Crumb-Core-v.1/app/routers/admin_vectors.py

"""
Admin Vectors Router
Direct access to Qdrant vector search for system administrators.
"""
from fastapi import APIRouter, Depends, Body, Request, HTTPException
from fastapi.responses import HTMLResponse
from typing import List, Optional

from deps import current_user, get_db, get_qdrant_client
from config import get_settings
from services.provider_factory import ProviderFactory
from services.rag_service import RAGService

router = APIRouter()

@router.get("/vectors", name="admin_vectors_dashboard", response_class=HTMLResponse)
def vectors_dashboard(req: Request, user = Depends(current_user)):
    """
    Render vector search interface.
    """
    if not user:
        from fastapi.responses import RedirectResponse
        lang = req.session.get("lang", "de")
        return RedirectResponse(f"/{lang}/login", status_code=302)

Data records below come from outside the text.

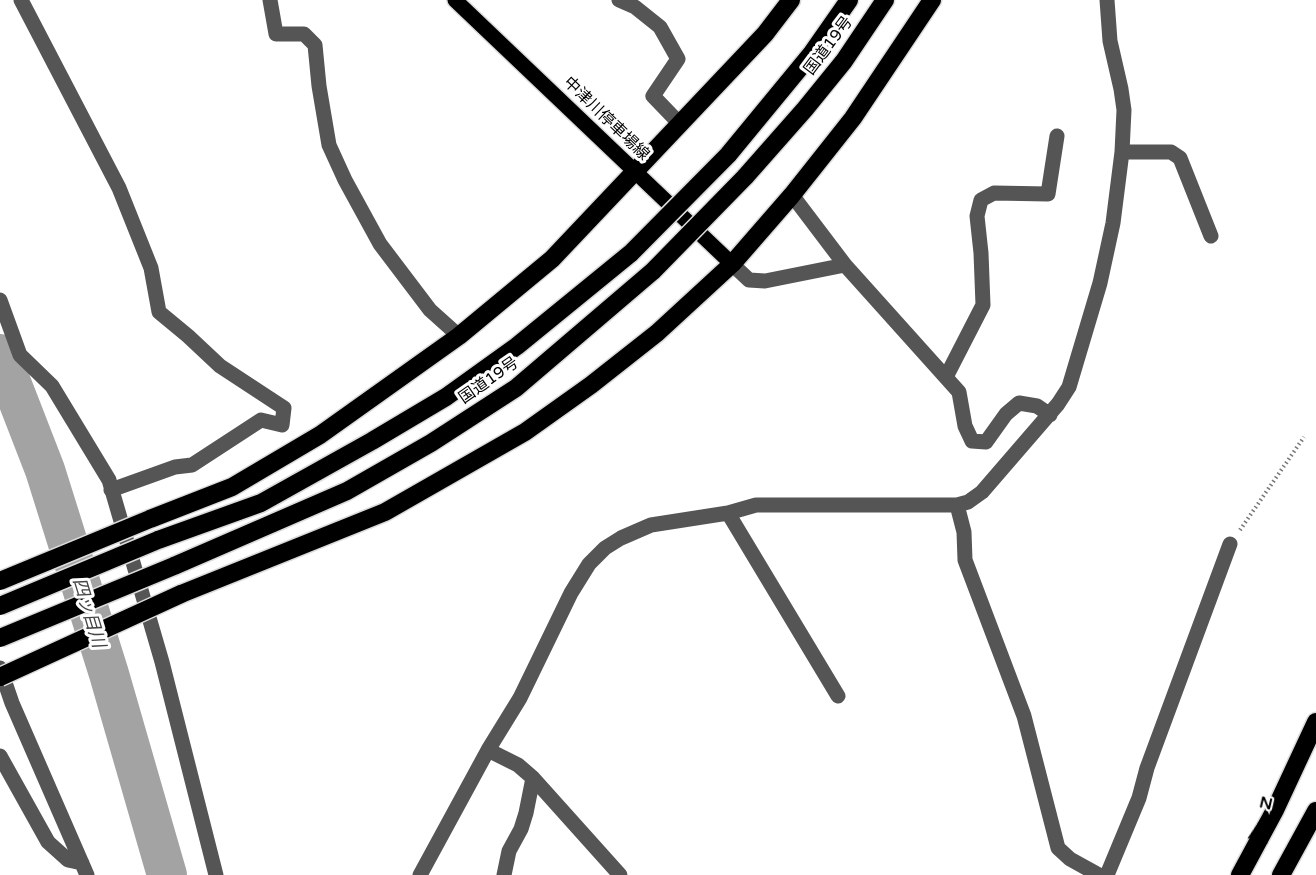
<!DOCTYPE html>
<html>
<head>
<meta charset="utf-8">
<style>
	body { margin:0 }
	#map { position:relative; width:1316px; height:875px; overflow:hidden; background:#fff; font-family:"Varela Round",sans-serif }
	canvas { display:block }
	.north { position:absolute; left:1232px; top:791px; width:60px; height:60px; -webkit-text-stroke:4px #fff; paint-order:stroke; rotate:13deg; font-size:16px; font-weight:700; line-height:24px; text-align:center; color:#000 }
	.north::after { content:''; display:block; margin:auto; width:21px; height:27px; background:#000; clip-path:polygon(50% 0,100% 100%,50% 72%,0 100%) }
</style>
</head>
<body>
<div id="map">
<canvas width="1316" height="875"></canvas>
<div class="north">N</div>
</div>
<script>
const ctx = document.querySelector('canvas').getContext('2d');
ctx.lineJoin = 'round';
const toPath = rows => new Path2D(rows.map(r => 'M' + r).join(''));
function stroke(path, color, width, dash) { ctx.strokeStyle = color; ctx.lineWidth = width; ctx.lineCap = dash ? 'butt' : 'round'; ctx.setLineDash(dash || []); ctx.stroke(path); }
function drawText(font, color, halo, rows, align = 'center') {
  ctx.font = font + ' "Varela Round","Noto Sans JP",sans-serif'; ctx.lineWidth = 6; ctx.setLineDash([]); ctx.textBaseline = 'middle'; ctx.strokeStyle = halo; ctx.fillStyle = color; for (const [text, x, y, turn = 0] of rows) {
    ctx.save(); ctx.translate(x, y); ctx.rotate((+turn || 0) * Math.PI / 180); ctx.textAlign = isNaN(turn) ? turn : align; if (halo) ctx.strokeText(text, 0, 0); ctx.fillText(text, 0, 0); ctx.restore();
  }
}
stroke(toPath([
	[0,354,45,470,109,674,167,875]
]), '#a3a3a3', 40);
const major = toPath([
	[455,0,732,264]
]);
const highway = toPath([
	[728,155,812,53,849,0],
	[745,177,805,109,844,61,885,0],
	[150,519,232,487,320,435,459,336,552,259,765,34,791,0],
	[158,540,261,503,372,441,446,397,517,346,631,253],
	[174,566,347,491,431,443,516,388,653,271],
	[181,594,385,512,525,432,591,385,657,333,732,264,792,195,853,118,932,0],
	[1240,875,1275,810,1316,722],
	[1281,875,1316,811]
]);
stroke(major, '#dbdbdb', 18);
stroke(highway, '#dbdbdb', 21);
stroke(toPath([
	[1240,530,1304,437]
]), '#777', 4, [1.5, 3]);
stroke(toPath([
	[21,0,119,188,151,268,159,312,188,336,220,366,284,408,282,425,261,420,192,465,175,467,111,490],
	[270,0,276,34,304,34,315,45,319,86,329,145,345,180,380,244,430,310,459,336],
	[619,0,635,7,660,27,678,59,653,96,679,123],
	[1122,152,1171,152,1180,158,1211,236],
	[792,195,845,265],
	[732,264,749,280,765,281,845,265,959,392,965,426,972,441,986,442,1006,414,1019,403,1037,406,1050,415],
	[0,300,20,355,52,386,109,480,162,662,216,875],
	[946,377,983,305,981,253,977,216,981,200,994,193,1048,194,1057,136],
	[957,505,964,532,965,560,1024,716,1058,848,1070,859,1099,875],
	[728,513,838,696],
	[0,668,12,703,87,875],
	[488,750,518,765,533,778,620,875],
	[0,756,48,842,68,860,82,863],
	[420,875,488,750,520,698,571,593,589,564,605,548,621,538,651,525,728,513,756,505,957,505,968,502,982,492,1058,404,1069,387,1100,283,1113,223,1122,152,1124,110,1121,89,1110,41,1107,0],
	[504,875,509,851,521,829,526,813,533,778],
	[1107,875,1139,798,1147,768,1230,544]
]), '#555', 15);
stroke(major, '#000', 15);
stroke(highway, '#000', 18);
const highwayBridge = toPath([
	[631,253,728,155],
	[653,271,745,177],
	[0,581,150,519],
	[0,606,158,540],
	[0,638,174,566],
	[0,677,181,594]
]);
stroke(highwayBridge, '#dbdbdb', 21, []);
stroke(highwayBridge, '#000', 18);
drawText('16px', '#000', '#fff', [
	["国道19号",829,46,-53],
	["中津川停車場線",606,119,44],
	["国道19号",489,381,-35]
]);
drawText('italic 18px', '#444', '#fff', [
	["四ッ目川",88,613,73]
]);
</script>
</body>
</html>
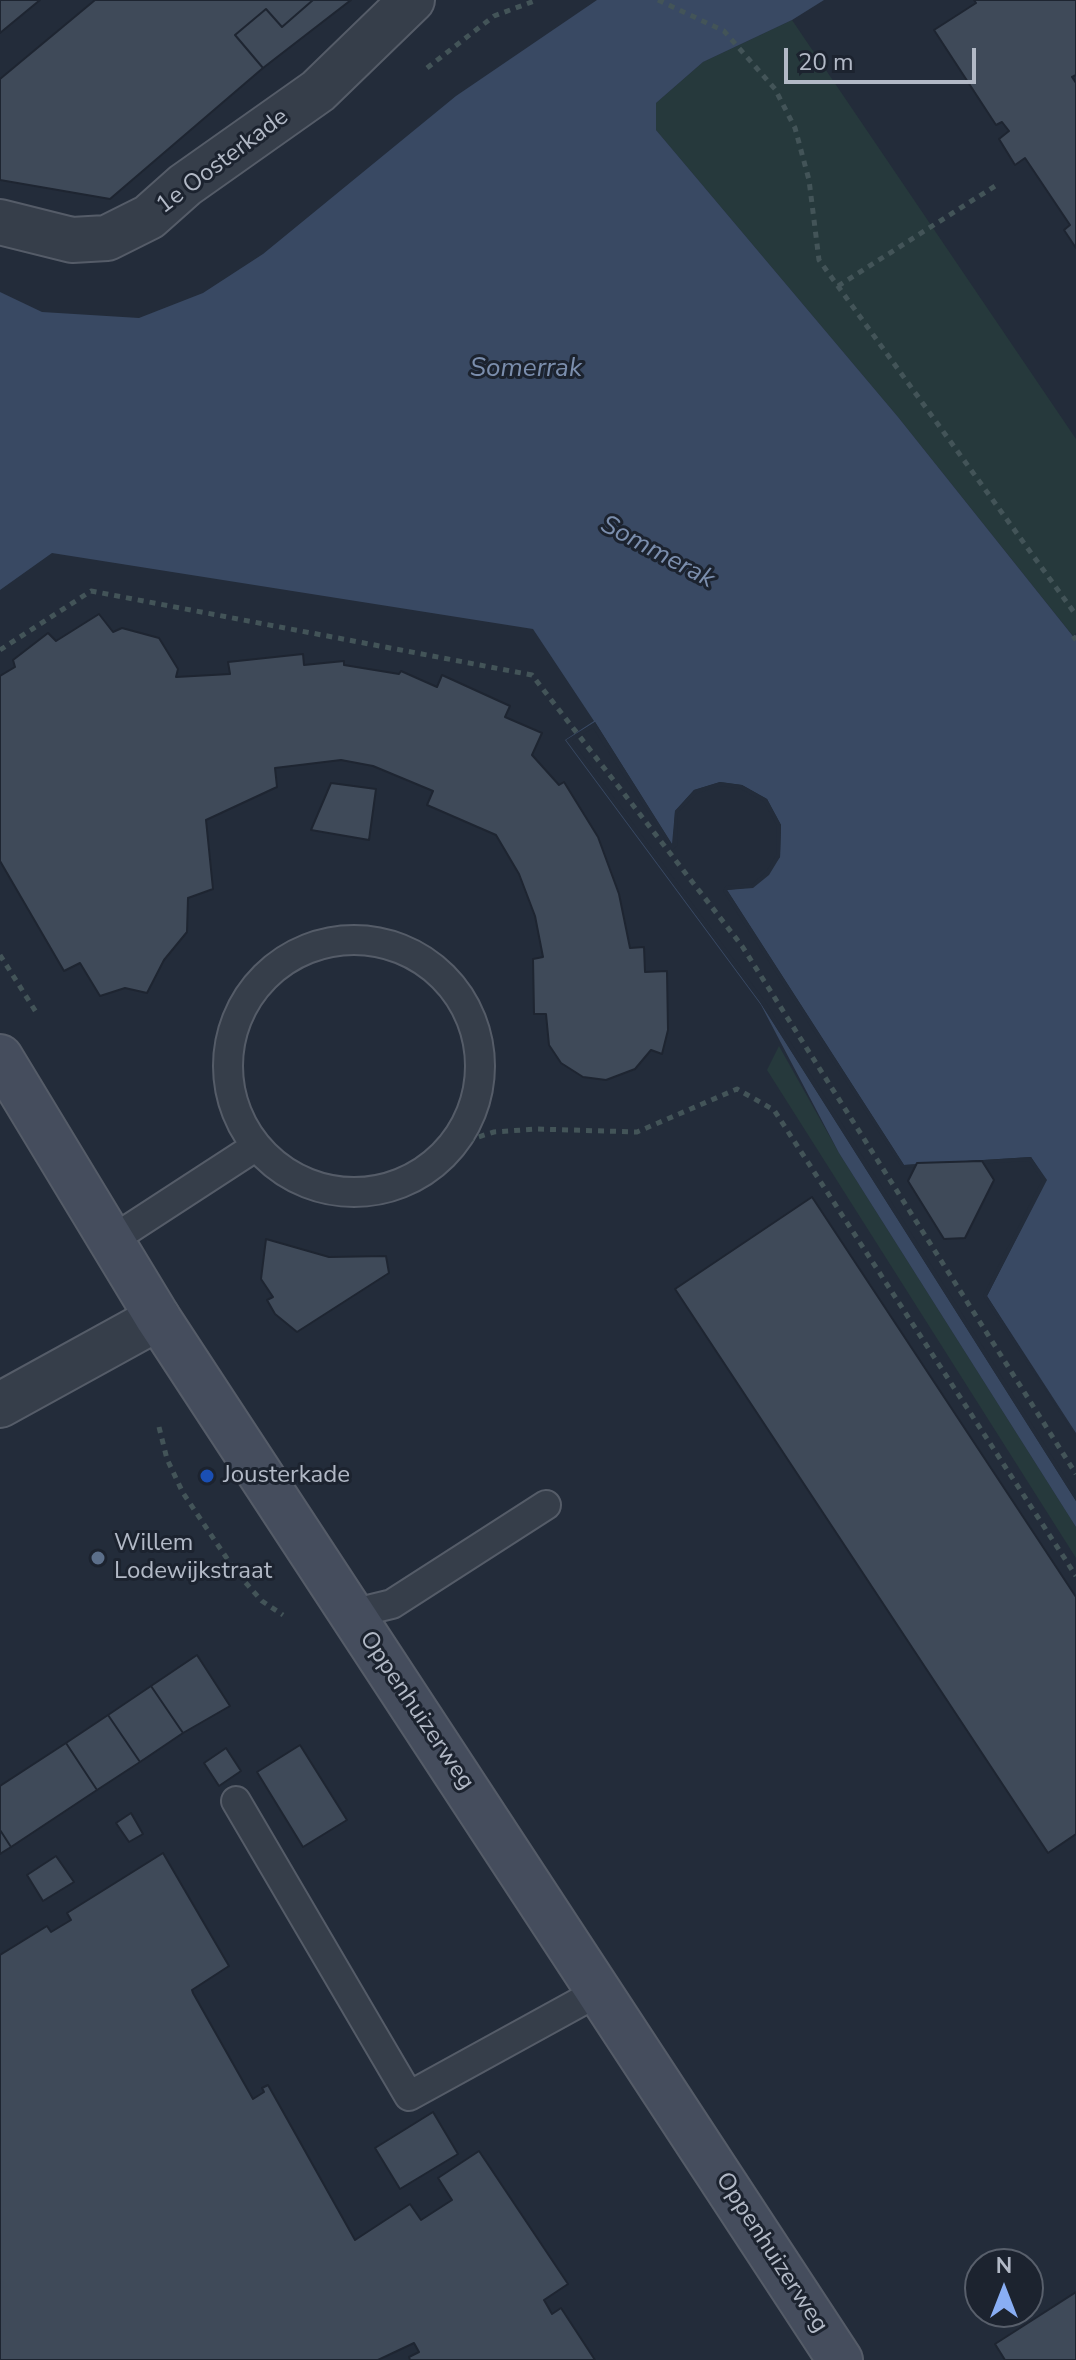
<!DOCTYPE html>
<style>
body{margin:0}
#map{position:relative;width:1076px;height:2360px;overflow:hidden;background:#232c3a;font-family:"Nunito Sans",sans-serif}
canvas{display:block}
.north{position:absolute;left:964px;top:2248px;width:80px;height:80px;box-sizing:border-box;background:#1c232f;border:2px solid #585f6b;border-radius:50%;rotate:0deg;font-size:22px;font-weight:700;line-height:32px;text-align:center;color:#b2b9c6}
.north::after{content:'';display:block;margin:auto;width:28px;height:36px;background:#89aef4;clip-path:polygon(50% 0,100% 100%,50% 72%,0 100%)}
.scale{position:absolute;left:784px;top:48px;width:192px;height:36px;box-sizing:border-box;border:4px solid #b2b9c6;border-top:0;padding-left:10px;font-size:24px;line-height:28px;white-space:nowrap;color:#b2b9c6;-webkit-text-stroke:6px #1c232f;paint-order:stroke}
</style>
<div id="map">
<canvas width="1076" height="2360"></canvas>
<div class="north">N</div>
<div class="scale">20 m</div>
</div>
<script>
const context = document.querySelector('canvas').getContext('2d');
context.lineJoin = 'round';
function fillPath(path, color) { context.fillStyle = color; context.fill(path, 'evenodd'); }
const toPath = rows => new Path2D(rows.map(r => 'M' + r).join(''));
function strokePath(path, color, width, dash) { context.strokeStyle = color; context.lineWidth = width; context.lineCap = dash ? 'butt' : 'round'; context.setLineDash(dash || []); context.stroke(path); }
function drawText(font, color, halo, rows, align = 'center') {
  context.font = font + ' "Nunito Sans",sans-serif'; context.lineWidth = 6; context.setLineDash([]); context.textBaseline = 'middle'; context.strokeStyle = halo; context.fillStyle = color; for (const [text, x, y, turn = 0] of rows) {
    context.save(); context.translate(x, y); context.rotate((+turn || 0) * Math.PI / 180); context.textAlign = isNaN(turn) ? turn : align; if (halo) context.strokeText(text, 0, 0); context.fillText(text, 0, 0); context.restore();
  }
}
fillPath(toPath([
 [792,20,1076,439,1076,633,1073,636,898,417,656,130,656,103,703,62],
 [779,1046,839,1153,1076,1527,1076,1558,767,1070]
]), '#26393c');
fillPath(toPath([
 [597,0,824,0,792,20,703,62,656,103,656,130,898,417,1076,640,1076,1433,987,1296,1046,1180,1031,1157,904,1165,727,890,753,887,780,857,781,825,767,799,742,785,720,782,694,790,675,811,673,846,595,722,567,740,760,1002,1076,1501,1076,1527,839,1153,761,1005,565,740,594,721,533,629,52,553,0,590,0,292,42,312,139,318,203,293,263,254,456,96]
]), '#394963');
fillPath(toPath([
 [595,722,672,844,675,811,694,790,720,782,742,785,767,799,781,825,780,857,769,875,753,888,727,890,904,1165,1031,1157,1047,1180,987,1296,1076,1437,983,1296,1042,1180,1029,1161,902,1168,723,891,726,886,752,884,766,872,776,855,777,826,764,802,741,789,720,786,696,794,678,813,677,846,672,850,593,728,572,741,764,1000,1076,1494,1076,1501,760,1002,566,740]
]), '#232c3a');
const building = toPath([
 [0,0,40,0,0,33,0,0],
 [95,0,313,0,282,27,266,9,235,35,263,68,110,199,0,180,0,79,95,0],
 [313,0,351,0,263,68,235,35,266,9,282,27,313,0],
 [974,0,1076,0,1076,75,1072,77,1076,83,1076,248,1064,230,1070,225,1025,158,1015,165,999,139,1009,131,1002,122,996,125,934,30,976,3,974,0],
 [99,614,113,632,122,628,159,638,178,669,176,677,230,674,228,662,303,654,304,665,344,661,344,665,399,674,401,671,437,687,442,675,510,706,505,717,542,733,532,755,559,785,564,782,598,837,619,894,630,948,644,947,645,972,667,971,668,1030,662,1054,651,1050,635,1069,606,1080,583,1077,561,1063,549,1045,546,1014,534,1014,533,959,543,957,535,916,519,874,496,835,427,805,433,791,373,766,341,760,275,768,277,787,206,820,213,889,188,898,187,932,164,960,147,993,125,988,100,996,80,963,64,971,0,861,0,676,15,667,13,660,48,633,56,641,99,614],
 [331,783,376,789,369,840,311,830,331,783],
 [982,1161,994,1180,965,1238,944,1239,908,1181,917,1163,982,1161],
 [812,1197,1076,1597,1076,1834,1048,1853,675,1289,812,1197],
 [266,1239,329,1257,386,1256,389,1273,297,1332,275,1314,267,1300,273,1297,261,1279,266,1239],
 [197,1655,230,1706,183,1733,151,1686,197,1655],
 [151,1686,183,1733,140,1762,108,1715,151,1686],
 [108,1715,140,1762,97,1790,66,1743,108,1715],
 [66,1743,97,1790,11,1847,0,1830,0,1786,66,1743],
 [300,1745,347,1820,303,1847,257,1772,300,1745],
 [226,1748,241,1771,219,1786,204,1763,226,1748],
 [131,1813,143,1834,129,1842,116,1823,131,1813],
 [0,1830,11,1847,0,1854,0,1830],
 [163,1853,229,1966,192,1990,193,1993,253,2099,264,2092,262,2088,268,2085,355,2240,410,2204,421,2220,452,2200,438,2178,479,2151,568,2284,544,2300,552,2314,561,2308,595,2360,410,2360,409,2357,419,2352,414,2343,378,2360,0,2360,0,1955,47,1926,51,1932,71,1920,67,1913,163,1853],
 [56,1856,74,1882,43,1901,27,1875,56,1856],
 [433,2112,458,2154,400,2189,375,2148,433,2112],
 [1076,2292,1076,2360,1005,2360,995,2344,1076,2292]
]);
fillPath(building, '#3f4a59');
strokePath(building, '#1e2531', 2);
const lane = toPath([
 '228 1066a126 126 0 1 1 252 0a126 126 0 1 1-252 0Z',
 [112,1240,255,1147],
 [351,1614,392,1604,546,1505],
 [236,1801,409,2096,600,1991]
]);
const street = toPath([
 [0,222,72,240,107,238,149,217,185,185,318,91,412,0],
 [0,1405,158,1318]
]);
const secondary = toPath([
 [0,1057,158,1318,840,2360]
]);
strokePath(lane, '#555c68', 32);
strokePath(street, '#555c68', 48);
strokePath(secondary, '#555c68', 48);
strokePath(toPath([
 [658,0,724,31,775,89,795,128,809,180,819,260,1076,615],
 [427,68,494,16,537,0],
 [838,286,995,186],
 [1073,636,1076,640],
 [0,650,91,591,532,675,742,946,1076,1474],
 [0,955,36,1012],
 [456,1144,494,1132,537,1129,637,1132,737,1089,774,1110,1076,1576],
 [159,1427,167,1459,183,1493,236,1572,262,1601,283,1615]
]), '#435458', 5, [6, 6]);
strokePath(lane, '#363e4a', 28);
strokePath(street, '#363e4a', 44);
strokePath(secondary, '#454d5d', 44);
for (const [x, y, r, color] of [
 [207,1476,8,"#1a4fb4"],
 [98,1558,8,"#5c6f8a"]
]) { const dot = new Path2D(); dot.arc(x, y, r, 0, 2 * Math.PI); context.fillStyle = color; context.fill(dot); strokePath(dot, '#1c232f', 3); }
drawText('24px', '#b2b9c6', '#1c232f', [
 ["1e Oosterkade",223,162,-37],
 ["Oppenhuizerweg",416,1711,56],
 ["Oppenhuizerweg",771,2253,57]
]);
drawText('24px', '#b2b9c6', '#1c232f', [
 ["Jousterkade",223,1476],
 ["Willem",114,1544],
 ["Lodewijkstraat",114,1572]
], 'left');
drawText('italic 26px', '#7b8ead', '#1c232f', [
 ["Somerrak",526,370],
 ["Sommerak",657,553,28]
]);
</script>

    if user.get("role") != "admin":
        return HTMLResponse("403 admin only", status_code=403)

    return req.app.state.render(req, "pages/admin_vectors.html", seo={"title": "Vector Brain", "desc": "Search Qdrant Directly"})

@router.post("/vectors/search", name="admin_vectors_search")
def search_vectors(
    req: Request,
    query: str = Body(..., embed=True),
    collection: str = Body("crumbforest_posts", embed=True),
    limit: int = Body(5, embed=True),
    user = Depends(current_user)
):
    if user.get("role") != "admin":
        raise HTTPException(status_code=403, detail="Admin access required")

    settings = get_settings()
    db_conn = get_db()
    qdrant_client = get_qdrant_client()

    try:
        # Get provider
        provider = ProviderFactory.create_provider(
            provider_name="openrouter", # Default to configured provider
            settings=settings
        )

        # Use EmbeddingService for consistency
        from services.embedding_service import EmbeddingService
        embedding_service = EmbeddingService(provider)
        query_vector = embedding_service.embed_texts([query])[0]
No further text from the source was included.